## PROBLEM TO SOLVE
Please give the number of lines in the material below that contain "drawer", without further comment.

## RECORDS SUPPLIED
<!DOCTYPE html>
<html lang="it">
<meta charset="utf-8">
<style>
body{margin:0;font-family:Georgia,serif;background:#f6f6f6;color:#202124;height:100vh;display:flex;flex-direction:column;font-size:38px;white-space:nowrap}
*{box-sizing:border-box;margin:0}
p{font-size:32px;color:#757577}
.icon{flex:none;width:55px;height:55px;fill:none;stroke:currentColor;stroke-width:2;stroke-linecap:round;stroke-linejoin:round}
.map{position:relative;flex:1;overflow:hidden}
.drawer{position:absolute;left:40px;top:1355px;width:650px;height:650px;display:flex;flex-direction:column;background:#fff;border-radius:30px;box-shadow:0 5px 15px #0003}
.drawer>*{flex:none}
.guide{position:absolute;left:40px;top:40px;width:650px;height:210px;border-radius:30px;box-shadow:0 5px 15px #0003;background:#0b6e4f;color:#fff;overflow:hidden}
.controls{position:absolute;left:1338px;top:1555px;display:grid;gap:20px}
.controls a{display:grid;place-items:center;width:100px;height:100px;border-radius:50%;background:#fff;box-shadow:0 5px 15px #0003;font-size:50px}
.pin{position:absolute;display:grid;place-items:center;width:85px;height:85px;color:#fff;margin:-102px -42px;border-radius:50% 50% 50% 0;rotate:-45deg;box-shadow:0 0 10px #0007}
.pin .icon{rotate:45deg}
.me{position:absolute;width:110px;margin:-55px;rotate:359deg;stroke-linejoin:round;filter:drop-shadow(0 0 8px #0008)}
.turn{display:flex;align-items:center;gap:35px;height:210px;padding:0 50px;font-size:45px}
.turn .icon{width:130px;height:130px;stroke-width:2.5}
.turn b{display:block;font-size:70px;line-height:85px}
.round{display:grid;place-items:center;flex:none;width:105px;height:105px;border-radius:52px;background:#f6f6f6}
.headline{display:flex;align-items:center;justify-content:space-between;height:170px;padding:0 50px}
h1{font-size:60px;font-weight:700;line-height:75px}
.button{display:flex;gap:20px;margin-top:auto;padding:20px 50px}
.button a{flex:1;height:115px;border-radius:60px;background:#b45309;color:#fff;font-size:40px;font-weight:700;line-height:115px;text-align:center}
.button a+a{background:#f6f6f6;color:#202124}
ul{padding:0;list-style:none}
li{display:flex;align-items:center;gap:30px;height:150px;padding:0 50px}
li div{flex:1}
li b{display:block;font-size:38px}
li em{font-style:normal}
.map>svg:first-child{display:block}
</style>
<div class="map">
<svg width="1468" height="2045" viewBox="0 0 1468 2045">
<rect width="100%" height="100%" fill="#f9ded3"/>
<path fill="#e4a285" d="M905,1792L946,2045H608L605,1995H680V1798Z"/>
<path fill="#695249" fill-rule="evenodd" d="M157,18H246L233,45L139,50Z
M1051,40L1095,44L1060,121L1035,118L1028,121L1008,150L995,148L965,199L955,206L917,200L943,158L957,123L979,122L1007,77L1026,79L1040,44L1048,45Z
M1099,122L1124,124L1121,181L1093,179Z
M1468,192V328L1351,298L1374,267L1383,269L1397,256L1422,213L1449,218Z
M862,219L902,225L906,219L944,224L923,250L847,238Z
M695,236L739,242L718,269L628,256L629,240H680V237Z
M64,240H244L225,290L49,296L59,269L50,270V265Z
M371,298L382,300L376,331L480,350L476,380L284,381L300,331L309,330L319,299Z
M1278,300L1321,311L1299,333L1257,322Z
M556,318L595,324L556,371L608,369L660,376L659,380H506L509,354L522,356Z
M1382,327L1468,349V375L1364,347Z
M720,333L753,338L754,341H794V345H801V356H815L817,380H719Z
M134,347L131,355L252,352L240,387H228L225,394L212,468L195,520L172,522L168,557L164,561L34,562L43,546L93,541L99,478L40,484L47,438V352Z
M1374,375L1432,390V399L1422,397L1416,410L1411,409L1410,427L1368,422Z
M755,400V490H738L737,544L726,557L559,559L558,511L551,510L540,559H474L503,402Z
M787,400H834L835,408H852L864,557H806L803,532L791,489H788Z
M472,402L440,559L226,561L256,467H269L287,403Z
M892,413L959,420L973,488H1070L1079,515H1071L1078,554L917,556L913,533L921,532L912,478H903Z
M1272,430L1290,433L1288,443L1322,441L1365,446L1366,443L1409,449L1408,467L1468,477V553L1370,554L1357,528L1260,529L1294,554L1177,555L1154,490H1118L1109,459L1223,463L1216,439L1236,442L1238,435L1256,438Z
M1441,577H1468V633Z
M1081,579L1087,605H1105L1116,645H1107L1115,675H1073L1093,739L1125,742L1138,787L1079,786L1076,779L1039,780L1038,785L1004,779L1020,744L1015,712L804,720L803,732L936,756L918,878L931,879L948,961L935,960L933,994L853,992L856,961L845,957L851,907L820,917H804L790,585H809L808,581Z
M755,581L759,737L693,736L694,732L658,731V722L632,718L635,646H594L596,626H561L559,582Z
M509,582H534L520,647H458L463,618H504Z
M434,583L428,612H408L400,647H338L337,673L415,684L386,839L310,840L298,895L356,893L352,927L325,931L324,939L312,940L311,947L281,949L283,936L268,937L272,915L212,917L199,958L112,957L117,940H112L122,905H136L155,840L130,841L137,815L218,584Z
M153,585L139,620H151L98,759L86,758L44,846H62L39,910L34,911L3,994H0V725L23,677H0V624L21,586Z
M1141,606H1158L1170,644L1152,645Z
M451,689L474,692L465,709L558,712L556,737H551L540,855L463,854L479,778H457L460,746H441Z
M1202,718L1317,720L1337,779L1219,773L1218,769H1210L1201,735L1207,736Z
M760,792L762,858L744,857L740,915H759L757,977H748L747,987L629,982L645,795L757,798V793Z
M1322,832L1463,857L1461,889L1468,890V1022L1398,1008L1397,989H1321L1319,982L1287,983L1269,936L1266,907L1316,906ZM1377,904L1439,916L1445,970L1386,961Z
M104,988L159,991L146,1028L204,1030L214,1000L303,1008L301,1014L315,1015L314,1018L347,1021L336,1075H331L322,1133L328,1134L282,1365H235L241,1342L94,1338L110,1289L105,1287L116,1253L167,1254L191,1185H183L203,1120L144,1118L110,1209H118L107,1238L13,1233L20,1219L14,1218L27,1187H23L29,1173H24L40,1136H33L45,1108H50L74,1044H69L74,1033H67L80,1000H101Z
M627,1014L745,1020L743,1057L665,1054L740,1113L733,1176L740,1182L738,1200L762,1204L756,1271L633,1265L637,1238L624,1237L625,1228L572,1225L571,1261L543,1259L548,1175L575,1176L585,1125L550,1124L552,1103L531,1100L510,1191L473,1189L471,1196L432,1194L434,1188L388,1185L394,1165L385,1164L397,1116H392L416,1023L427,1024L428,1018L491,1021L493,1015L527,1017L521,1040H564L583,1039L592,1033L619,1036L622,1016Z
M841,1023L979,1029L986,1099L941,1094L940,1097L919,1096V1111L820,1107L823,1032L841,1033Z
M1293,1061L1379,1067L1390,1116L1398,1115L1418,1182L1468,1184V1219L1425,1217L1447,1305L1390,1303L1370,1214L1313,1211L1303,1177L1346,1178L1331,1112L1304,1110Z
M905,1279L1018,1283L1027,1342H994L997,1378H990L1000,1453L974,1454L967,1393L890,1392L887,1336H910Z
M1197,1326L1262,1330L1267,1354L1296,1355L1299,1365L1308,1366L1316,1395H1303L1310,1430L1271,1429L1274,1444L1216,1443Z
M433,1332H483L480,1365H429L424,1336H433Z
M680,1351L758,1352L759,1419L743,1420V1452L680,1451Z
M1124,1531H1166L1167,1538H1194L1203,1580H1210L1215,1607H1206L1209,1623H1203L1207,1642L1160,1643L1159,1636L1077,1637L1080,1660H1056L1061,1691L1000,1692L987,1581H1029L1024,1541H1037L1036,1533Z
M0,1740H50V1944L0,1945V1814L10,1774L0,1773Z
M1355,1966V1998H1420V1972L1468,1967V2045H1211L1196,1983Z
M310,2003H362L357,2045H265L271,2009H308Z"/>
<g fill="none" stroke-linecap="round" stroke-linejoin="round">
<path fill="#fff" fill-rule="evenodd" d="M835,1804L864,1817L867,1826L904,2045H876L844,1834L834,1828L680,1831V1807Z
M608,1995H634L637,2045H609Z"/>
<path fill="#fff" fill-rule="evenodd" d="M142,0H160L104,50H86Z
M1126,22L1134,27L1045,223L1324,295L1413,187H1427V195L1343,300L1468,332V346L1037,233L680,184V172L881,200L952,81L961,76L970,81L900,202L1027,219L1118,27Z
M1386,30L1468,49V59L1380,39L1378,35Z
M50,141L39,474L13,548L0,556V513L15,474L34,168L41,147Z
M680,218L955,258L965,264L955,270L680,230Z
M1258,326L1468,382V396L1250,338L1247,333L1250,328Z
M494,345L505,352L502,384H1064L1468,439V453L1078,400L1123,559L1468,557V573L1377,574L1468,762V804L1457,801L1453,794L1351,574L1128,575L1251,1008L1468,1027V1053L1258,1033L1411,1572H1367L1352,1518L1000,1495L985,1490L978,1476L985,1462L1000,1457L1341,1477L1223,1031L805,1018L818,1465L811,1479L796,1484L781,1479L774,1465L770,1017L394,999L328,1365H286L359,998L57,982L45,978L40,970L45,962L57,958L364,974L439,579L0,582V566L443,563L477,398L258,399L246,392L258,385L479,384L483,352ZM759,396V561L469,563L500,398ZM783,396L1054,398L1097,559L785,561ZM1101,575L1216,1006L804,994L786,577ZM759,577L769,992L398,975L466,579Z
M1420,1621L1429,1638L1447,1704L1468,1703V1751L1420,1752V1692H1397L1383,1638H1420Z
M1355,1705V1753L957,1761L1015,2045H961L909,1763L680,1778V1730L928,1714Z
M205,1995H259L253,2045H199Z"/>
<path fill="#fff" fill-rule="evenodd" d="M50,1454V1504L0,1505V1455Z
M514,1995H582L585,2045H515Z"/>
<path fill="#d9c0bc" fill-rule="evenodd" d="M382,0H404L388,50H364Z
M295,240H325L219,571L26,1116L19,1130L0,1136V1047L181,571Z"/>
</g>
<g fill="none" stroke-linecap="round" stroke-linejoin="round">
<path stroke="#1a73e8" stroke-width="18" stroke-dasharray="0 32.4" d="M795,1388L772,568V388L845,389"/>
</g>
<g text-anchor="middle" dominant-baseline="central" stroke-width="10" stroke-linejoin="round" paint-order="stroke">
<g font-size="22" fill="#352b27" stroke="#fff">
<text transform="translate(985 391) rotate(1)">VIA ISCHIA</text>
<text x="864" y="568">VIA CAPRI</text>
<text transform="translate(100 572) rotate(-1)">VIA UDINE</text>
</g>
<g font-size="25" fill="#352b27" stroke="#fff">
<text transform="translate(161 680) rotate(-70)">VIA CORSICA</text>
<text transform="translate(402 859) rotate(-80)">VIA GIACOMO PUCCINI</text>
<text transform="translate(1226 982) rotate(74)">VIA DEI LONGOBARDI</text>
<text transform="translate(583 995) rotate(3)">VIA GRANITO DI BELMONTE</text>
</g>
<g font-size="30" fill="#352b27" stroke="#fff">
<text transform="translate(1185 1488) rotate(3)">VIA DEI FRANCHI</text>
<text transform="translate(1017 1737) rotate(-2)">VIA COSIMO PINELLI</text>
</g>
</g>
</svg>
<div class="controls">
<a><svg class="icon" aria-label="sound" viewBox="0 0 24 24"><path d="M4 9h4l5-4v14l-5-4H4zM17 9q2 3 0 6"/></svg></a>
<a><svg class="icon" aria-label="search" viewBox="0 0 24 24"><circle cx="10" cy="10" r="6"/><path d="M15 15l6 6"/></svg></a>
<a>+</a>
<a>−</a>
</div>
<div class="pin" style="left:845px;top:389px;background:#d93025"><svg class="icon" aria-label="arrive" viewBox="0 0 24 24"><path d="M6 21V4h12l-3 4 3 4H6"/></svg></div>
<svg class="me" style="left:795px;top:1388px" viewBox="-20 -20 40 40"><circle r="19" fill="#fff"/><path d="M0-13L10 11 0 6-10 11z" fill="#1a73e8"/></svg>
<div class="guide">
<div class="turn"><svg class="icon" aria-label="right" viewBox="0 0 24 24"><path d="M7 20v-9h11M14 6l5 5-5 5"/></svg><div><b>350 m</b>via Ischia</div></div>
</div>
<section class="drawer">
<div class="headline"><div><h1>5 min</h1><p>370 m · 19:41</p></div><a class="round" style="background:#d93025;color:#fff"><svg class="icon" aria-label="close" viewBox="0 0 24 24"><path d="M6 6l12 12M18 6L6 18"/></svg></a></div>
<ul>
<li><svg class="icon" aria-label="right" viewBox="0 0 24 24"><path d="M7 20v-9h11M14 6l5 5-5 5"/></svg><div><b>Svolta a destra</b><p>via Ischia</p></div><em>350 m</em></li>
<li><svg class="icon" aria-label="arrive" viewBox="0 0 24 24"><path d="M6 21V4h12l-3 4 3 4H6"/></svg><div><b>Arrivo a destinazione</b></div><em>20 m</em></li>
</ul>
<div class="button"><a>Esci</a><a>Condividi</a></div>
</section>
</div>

## SOLUTION FOR THIS PROBLEM
3